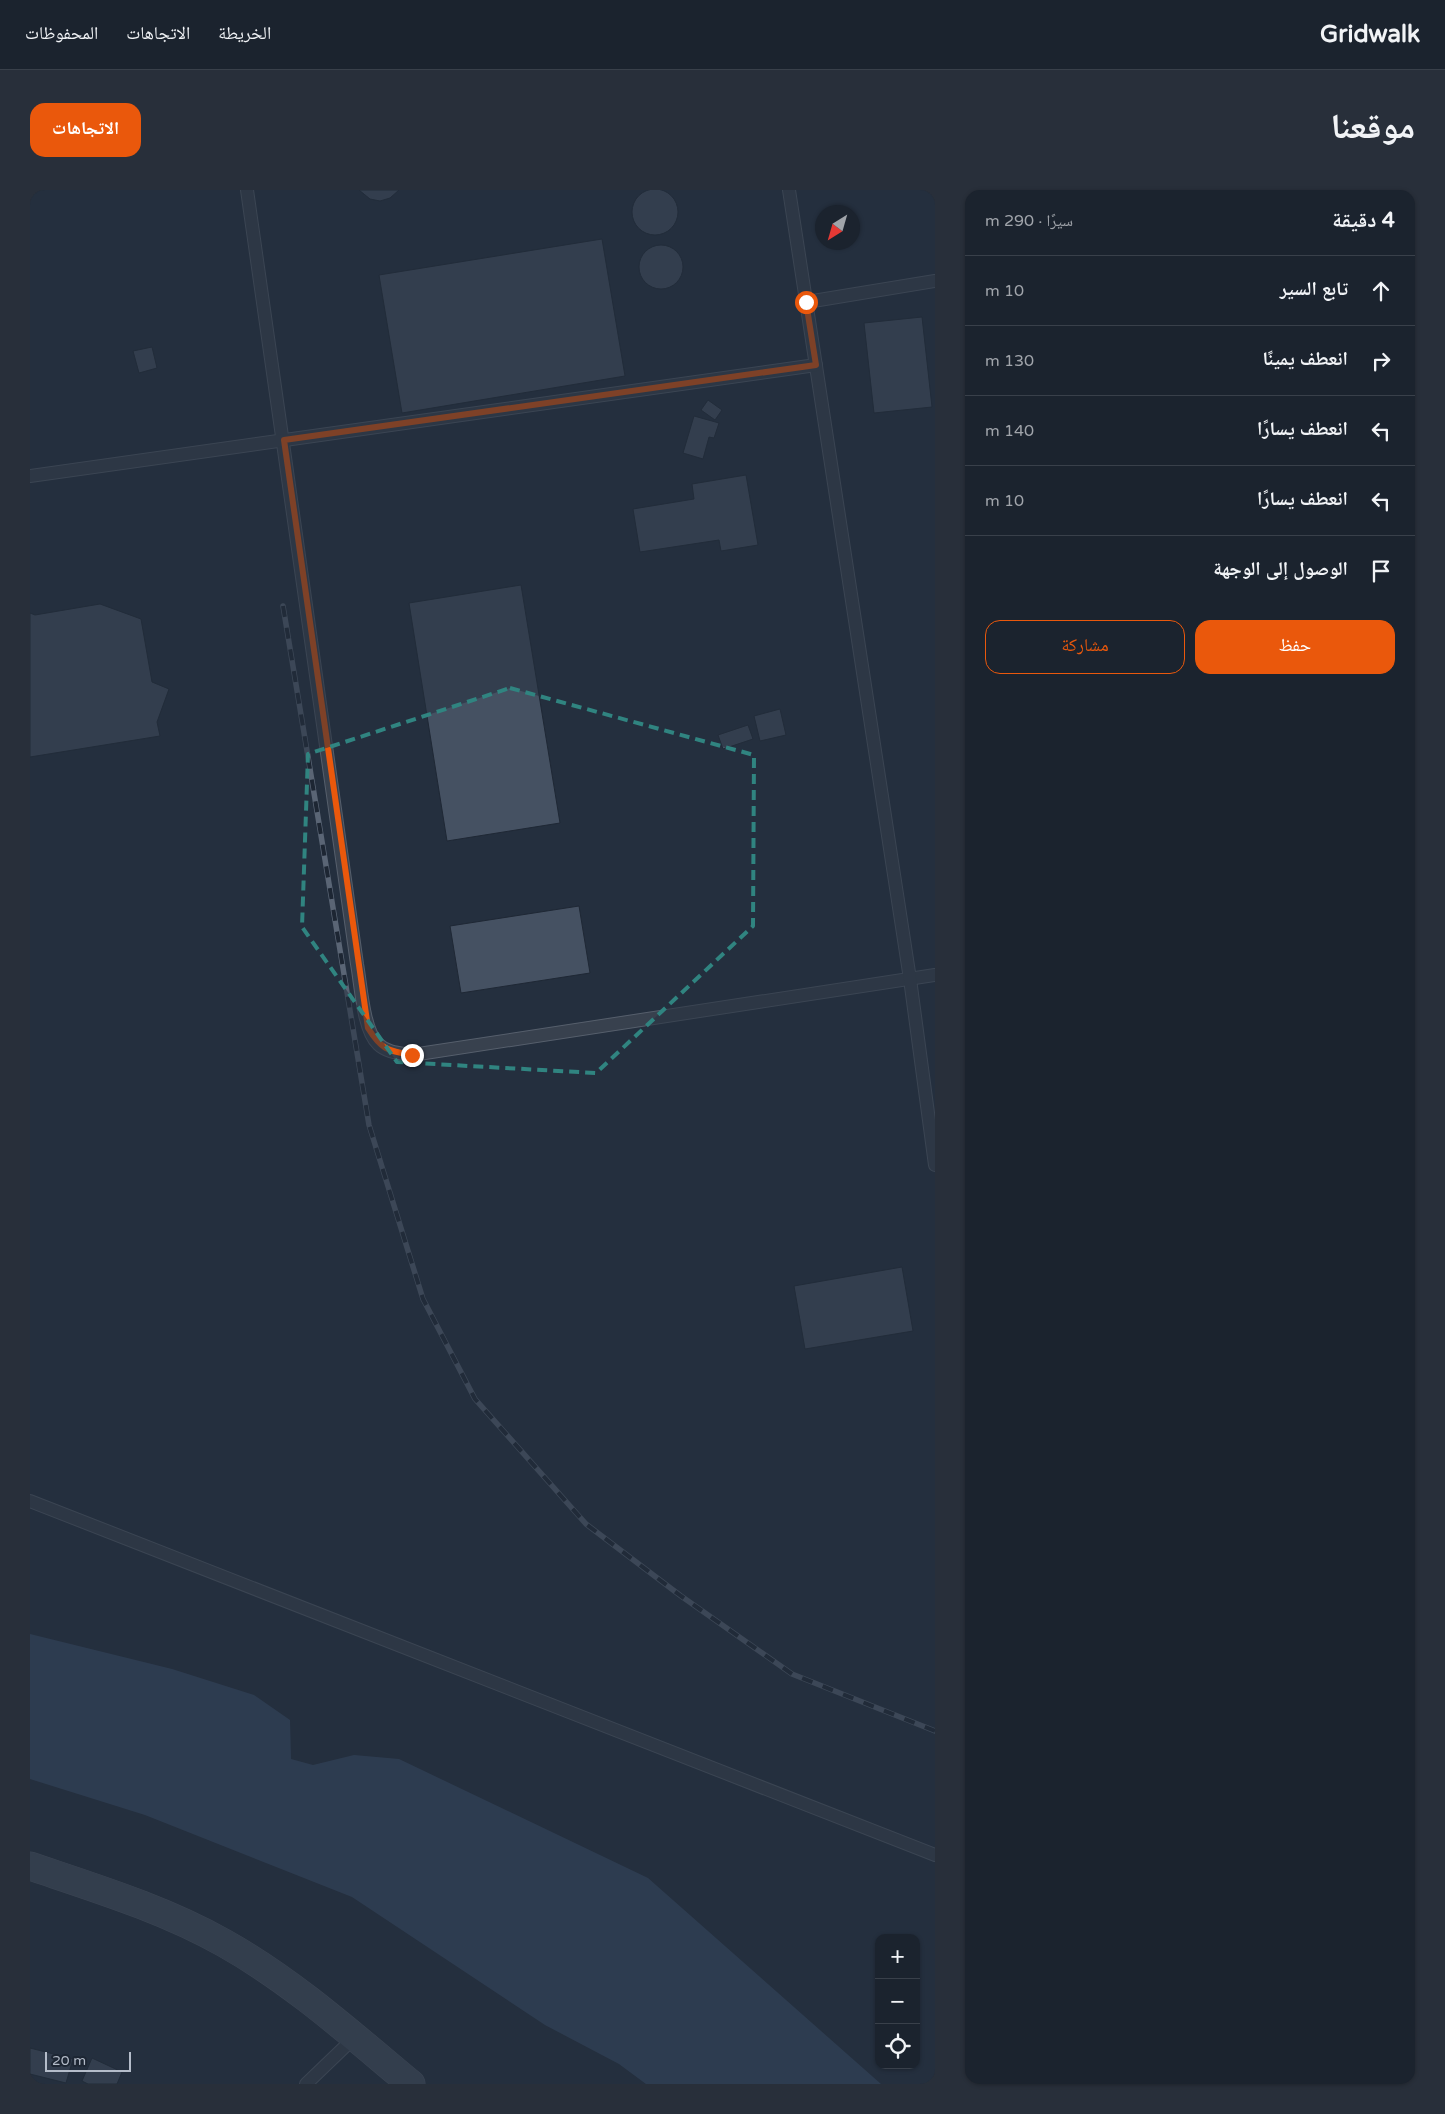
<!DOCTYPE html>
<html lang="ar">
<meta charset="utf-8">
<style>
body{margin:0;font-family:"Varela Round","Noto Naskh Arabic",sans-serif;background:#282f3a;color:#f1f3f6;direction:rtl}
.controls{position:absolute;right:15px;bottom:15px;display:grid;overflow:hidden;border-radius:10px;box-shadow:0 1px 4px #0004}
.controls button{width:45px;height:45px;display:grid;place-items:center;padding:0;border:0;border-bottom:1px solid #39404a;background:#1b232e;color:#f1f3f6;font:25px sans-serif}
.compass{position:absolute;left:785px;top:15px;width:45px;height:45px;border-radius:50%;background:#1b232e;box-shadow:0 1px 4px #0004;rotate:217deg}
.scale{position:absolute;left:15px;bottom:12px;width:86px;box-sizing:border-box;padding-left:5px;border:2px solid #b4bcc9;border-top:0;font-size:14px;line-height:18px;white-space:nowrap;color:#b4bcc9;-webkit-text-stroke:4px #1d2633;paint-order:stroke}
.stop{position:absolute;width:15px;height:15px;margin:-11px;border:4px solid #ea580c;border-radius:50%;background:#fff}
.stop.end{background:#ea580c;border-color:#fff;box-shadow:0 1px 5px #0008}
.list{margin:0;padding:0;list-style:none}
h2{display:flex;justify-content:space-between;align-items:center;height:65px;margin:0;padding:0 20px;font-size:21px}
h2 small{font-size:16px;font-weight:400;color:#a0a4aa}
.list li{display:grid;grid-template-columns:32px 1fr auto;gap:15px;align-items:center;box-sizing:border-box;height:70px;padding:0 20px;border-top:1px solid #39404a}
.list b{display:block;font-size:19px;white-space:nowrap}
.list em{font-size:16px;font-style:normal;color:#a0a4aa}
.actions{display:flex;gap:10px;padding:15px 20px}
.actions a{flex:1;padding:11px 0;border:1px solid #ea580c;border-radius:15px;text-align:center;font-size:18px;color:#ea580c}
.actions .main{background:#ea580c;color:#fff}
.icon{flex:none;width:28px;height:28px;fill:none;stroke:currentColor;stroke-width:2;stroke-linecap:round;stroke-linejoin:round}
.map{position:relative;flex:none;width:905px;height:1894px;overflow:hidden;direction:ltr;border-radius:15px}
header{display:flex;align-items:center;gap:30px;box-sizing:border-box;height:70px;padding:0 25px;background:#1b232e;border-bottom:1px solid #39404a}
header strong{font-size:24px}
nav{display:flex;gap:28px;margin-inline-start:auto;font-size:18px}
.intro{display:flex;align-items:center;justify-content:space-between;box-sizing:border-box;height:120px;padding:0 30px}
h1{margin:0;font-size:35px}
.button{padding:12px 22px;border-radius:15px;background:#ea580c;color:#fff;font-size:18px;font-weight:700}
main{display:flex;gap:30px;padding:0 30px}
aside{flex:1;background:#1b232e;border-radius:15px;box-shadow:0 1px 4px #0004}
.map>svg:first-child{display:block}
.water{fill:#394c67}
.building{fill:#455162;stroke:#1f2835}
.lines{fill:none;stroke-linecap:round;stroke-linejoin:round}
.lane-casing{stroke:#565f6c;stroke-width:14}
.secondary-casing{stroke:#565f6c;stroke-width:29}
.lane{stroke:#38414e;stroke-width:12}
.secondary{stroke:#465061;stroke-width:28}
.rail-casing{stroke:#5a6575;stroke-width:5.5}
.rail{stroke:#1d2633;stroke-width:4;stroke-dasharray:11;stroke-linecap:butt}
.route{stroke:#ea580c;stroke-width:6}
.marked{fill:none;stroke:#308480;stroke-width:4;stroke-dasharray:10 6;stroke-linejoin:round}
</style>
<header>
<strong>Gridwalk</strong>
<nav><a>الخريطة</a><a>الاتجاهات</a><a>المحفوظات</a></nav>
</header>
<div class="intro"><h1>موقعنا</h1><a class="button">الاتجاهات</a></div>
<main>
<aside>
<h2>4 دقيقة<small>سيرًا · 290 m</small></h2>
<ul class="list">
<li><svg class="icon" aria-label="ahead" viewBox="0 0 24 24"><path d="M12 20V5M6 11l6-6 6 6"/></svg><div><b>تابع السير</b></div><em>10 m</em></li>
<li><svg class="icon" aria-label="right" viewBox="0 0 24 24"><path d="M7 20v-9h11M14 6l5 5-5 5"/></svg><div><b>انعطف يمينًا</b></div><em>130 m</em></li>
<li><svg class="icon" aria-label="left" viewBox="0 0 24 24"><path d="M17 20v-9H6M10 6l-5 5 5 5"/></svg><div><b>انعطف يسارًا</b></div><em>140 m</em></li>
<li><svg class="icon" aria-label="left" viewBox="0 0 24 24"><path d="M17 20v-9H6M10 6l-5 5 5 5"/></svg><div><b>انعطف يسارًا</b></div><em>10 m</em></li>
<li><svg class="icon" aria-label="arrive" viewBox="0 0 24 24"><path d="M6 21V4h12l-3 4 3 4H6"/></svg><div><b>الوصول إلى الوجهة</b></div></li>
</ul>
<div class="actions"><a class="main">حفظ</a><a>مشاركة</a></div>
</aside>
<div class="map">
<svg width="905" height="1894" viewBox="0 0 905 1894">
<rect width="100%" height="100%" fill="#242f3e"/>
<path class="water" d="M0,1444L142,1479L224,1505L260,1530L261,1569L283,1575L324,1565L369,1569L618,1688L851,1894H616L589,1874L515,1835L322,1707L115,1625L0,1589Z"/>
<g class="building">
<circle cx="625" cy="22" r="23"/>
<path d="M329,0H369L360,8L350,11L340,9Z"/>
<path d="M572,49L595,186L372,223L349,85Z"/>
<circle cx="631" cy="77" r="22"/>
<path d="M892,127L902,217L844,223L834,133Z"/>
<path d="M122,157L127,178L109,183L103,161Z"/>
<path d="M678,210L692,220L685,230L671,220Z"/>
<path d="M664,226L689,233L684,248L679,247L673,269L653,263Z"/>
<path d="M716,285L728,355L691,361L689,350L610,362L603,319L664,309L662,294Z"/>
<path d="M491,395L530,633L417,651L379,413Z"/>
<path d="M70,414L111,429L122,492L139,499L127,532L130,546L0,567V423L5,425Z"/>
<path d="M750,519L756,545L730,551L724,526Z"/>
<path d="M718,535L723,549L693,559L688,545Z"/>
<path d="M549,716L560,783L431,803L420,736Z"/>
<path d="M872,1077L883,1141L775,1159L764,1096Z"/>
<path d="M0,1858L43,1869L36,1893L0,1884Z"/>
<path d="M62,1868L92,1882L87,1894H58L52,1891Z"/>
</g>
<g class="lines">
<defs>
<g id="lane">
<path d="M217,0L327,774C331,795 333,840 348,854C357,863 371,863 382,865L905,785"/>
<path d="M759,0L880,789L905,975"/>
<path d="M777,112L905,91"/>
<path d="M0,286L786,175"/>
<path d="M0,1311L905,1665"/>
<path d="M276,1894L325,1847"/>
</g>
<path id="secondary" d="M0,1676C65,1698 134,1719 194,1753C262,1791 321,1844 381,1894"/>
</defs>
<use href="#lane" class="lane-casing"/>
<use href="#secondary" class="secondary-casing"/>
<use href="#lane" class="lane"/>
<use href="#secondary" class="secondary"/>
<defs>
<path id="rail" d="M253,416L339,935L393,1109L445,1209L556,1334L651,1406L762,1484L905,1541"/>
</defs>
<use href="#rail" class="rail-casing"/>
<use href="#rail" class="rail"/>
</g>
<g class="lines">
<path class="route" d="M382,865C357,861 351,859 338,838L254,250L786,175L776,112"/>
</g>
<path d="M0 0H905V1894H0ZM480,498L724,565L723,736L566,883L367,872L272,737L278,564Z" fill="#242f3e" fill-opacity=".55" fill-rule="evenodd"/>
<path class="marked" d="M480,498L724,565L723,736L566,883L367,872L272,737L278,564Z"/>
</svg>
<div class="controls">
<button>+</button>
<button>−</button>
<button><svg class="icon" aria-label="locate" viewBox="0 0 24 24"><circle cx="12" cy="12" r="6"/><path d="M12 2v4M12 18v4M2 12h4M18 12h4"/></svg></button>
</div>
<svg class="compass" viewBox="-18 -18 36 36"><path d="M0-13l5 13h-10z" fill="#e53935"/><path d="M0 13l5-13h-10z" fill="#a0a4aa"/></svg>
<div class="scale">20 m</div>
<div class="stop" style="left:776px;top:112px"></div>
<div class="stop end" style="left:382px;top:865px"></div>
</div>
</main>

→ EXERCISE DETAILS: Copy each line in the entries above where "compass" turns up.

→ RESULT OF THE TASK:
.compass{position:absolute;left:785px;top:15px;width:45px;height:45px;border-radius:50%;background:#1b232e;box-shadow:0 1px 4px #0004;rotate:217deg}
<svg class="compass" viewBox="-18 -18 36 36"><path d="M0-13l5 13h-10z" fill="#e53935"/><path d="M0 13l5-13h-10z" fill="#a0a4aa"/></svg>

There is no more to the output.